For the 50 year celebrations an exhibition was made with many of the Batik artists that had at one point of time showed their work there. The works of Art were accompanied by framed invites, flyers, posters and letters of when their work was shown at Galerie Smend. A very nice time capsule and what an accomplishment!

Galerie Smend was founded in 1973. After Rudolf Smend around travelled in Asia and fell in love with Batik in Indonesia, he returned to Germany with the idea of selling batik. At that time there wasn't a gallery in Europe specialised in selling batik, new and old. Rudolfs wife, Karin, came with the idea to include selling all materials needed to make batiks like cantings and dyes. Soon the gallery started selling vintage, antique batiks and made exhibitions with modern batik artists from all over the world. 
A great handbook 'Batik Handbuch' published by Galerie Smend in 1980 showcases 136 artists that work with batik, next to many batik tips and tricks.

Page from the Batik Handbuch from 1980

During the pre-opening celebration, Rudolf made a speech in which he showed part of the publications Galerie Smend contributed to. Publications accompanying exhibitions held at their own space, but also many publications they contributed to either by loans from their collection or sharing knowledge. It was so wonderful to gather with all these people who are connected to Galerie Smend somehow; artists, researchers, many collectors, sellers, family and friends. I felt lucky to be there. 


Rudolf Smend showing publications made over the years by Galerie Smend

There are many lovely publications made by Galerie Smend. Here the ones I have at home, shown on top on the batik gift from the 50 year celebration.

From top to bottom; Publication 'Pattern nor painting' by Ada van Hoorebeke (2021), book 'Batik, Traditional Textiles of Indonesia from the Rudolf Smend & Donald Harper Collections' (2016),  'Javanese Batik to the world' by Maria Wronska-Friend open on page with Rudolf Smend (2017), three books by Peter Wenger with 'Indigo' together with Tomoko Kitaoko, the Batik Handbuch (1980) and 'Introduction to Indonesian Batik' by Annegret Haake (2012)


Artists Peter Wenger and Tomoko Kitaoka come to the celebration of course and included their work to the exhibition. I have two lovely publications of Peter, 'Batik Retrospektive' (2006) & 'Out of Ireland (2007)and one of them together, 'Indigo' (2013). Peters work is simple, but full of strength, poetry & humor. I had a wonderful conversation with him in 2017 and he gave me one of the booklet I didn't had yet. It was great to see him and his work again.

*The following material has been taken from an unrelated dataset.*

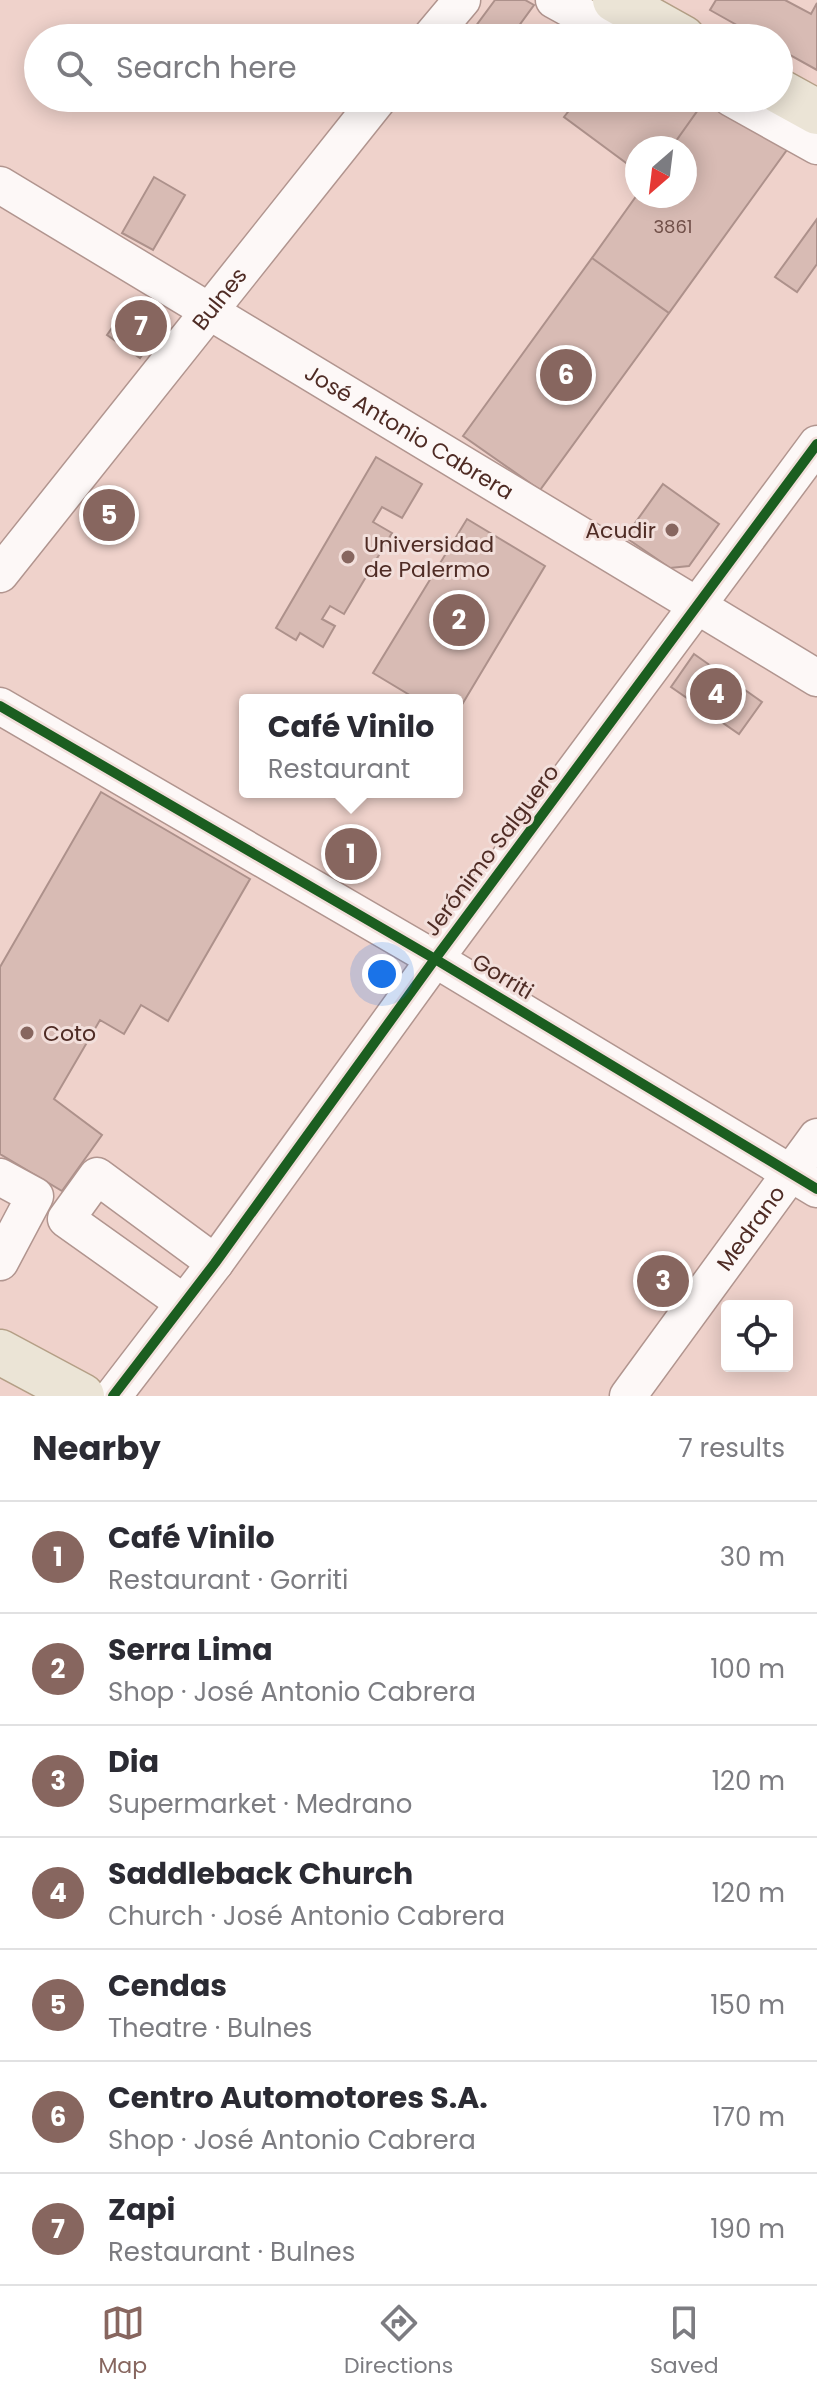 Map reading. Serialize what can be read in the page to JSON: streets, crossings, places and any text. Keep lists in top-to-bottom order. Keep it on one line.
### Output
{"streets":{"street":["Bulnes","José Antonio Cabrera","Jerónimo Salguero","Gorriti","Medrano"]},"crossings":[["Bulnes","José Antonio Cabrera"],["José Antonio Cabrera","Jerónimo Salguero"],["Jerónimo Salguero","Gorriti"],["Gorriti","Medrano"]],"places":["Acudir","Universidad de Palermo","Coto"],"house_numbers":["3861"],"north":"bottom left","page":{"search":"Search here","pins":["7","6","5","2","4","1","3"],"popup":["Café Vinilo","Restaurant"],"heading":["Nearby","7 results"],"list":[{"mark":"1","name":"Café Vinilo","note":"Restaurant · Gorriti","value":"30 m"},{"mark":"2","name":"Serra Lima","note":"Shop · José Antonio Cabrera","value":"100 m"},{"mark":"3","name":"Dia","note":"Supermarket · Medrano","value":"120 m"},{"mark":"4","name":"Saddleback Church","note":"Church · José Antonio Cabrera","value":"120 m"},{"mark":"5","name":"Cendas","note":"Theatre · Bulnes","value":"150 m"},{"mark":"6","name":"Centro Automotores S.A.","note":"Shop · José Antonio Cabrera","value":"170 m"},{"mark":"7","name":"Zapi","note":"Restaurant · Bulnes","value":"190 m"}],"nav":["Map","Directions","Saved"]}}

Ada Van Hoorebeke checking out Tomoko Kitaoka work with Peter Wenger sitting in the front

Overview of Tomoko Kitaoka work at Galerie Smend

Detail of Peter Wengers work


In 2016 & 2017 I was already impressed by Rudolf Smends old batik collection and he has made some great books showcasing them. In the basement of the gallery yet again were some beauties on display. Three signed by 'L.Metz', a Snow white, a Cinderella and one with herons, one by J.Jans in blue and white, a pastel coloured Eliza van Zuylen and an unsigned batik perang Lombok. What a treat!
The two fairytale batiks are in very bad shape and have been restored creatively. The one with Cinderalla is stitched through out the design following the pattern of the isen-isen and flowers along the edges. In the past this would have been thrown away because it was unsellable, Rudolf said to me, but now people are happy it has been saved. Totally, I am one of them!

Batik Tulis signed by 'L.Metz'
Collection Rudolf Smend

Unsigned batik perang Lombok
Batik Tulis signed by 'L.Metz'
Collection Rudolf Smend

Batik Tulis signed by 'L.Metz' with the fairy tale Snow white
Batik Tulis signed by 'L.Metz'
Collection Rudolf Smend

Small reproduction of batik perang Lombok

Rudolf announced there was a gift for everyone in the gallery space, were I saw in 2017 the work by Catalina Espina. Everyone could pick a batik artwork for a small donation for two charities. There were so many great artworks, many dated 1970's, in bright colours and with bold figures. I took a lot of photos while finding it hard to choose. In the end I went with a small repro of batik perang Lombok the next day. I thought it was so interesting to reproduce it, and because there was such a nice example shown in the basement, I took it as a sign. Still need to explore this batik design further and try to date its origin correctly.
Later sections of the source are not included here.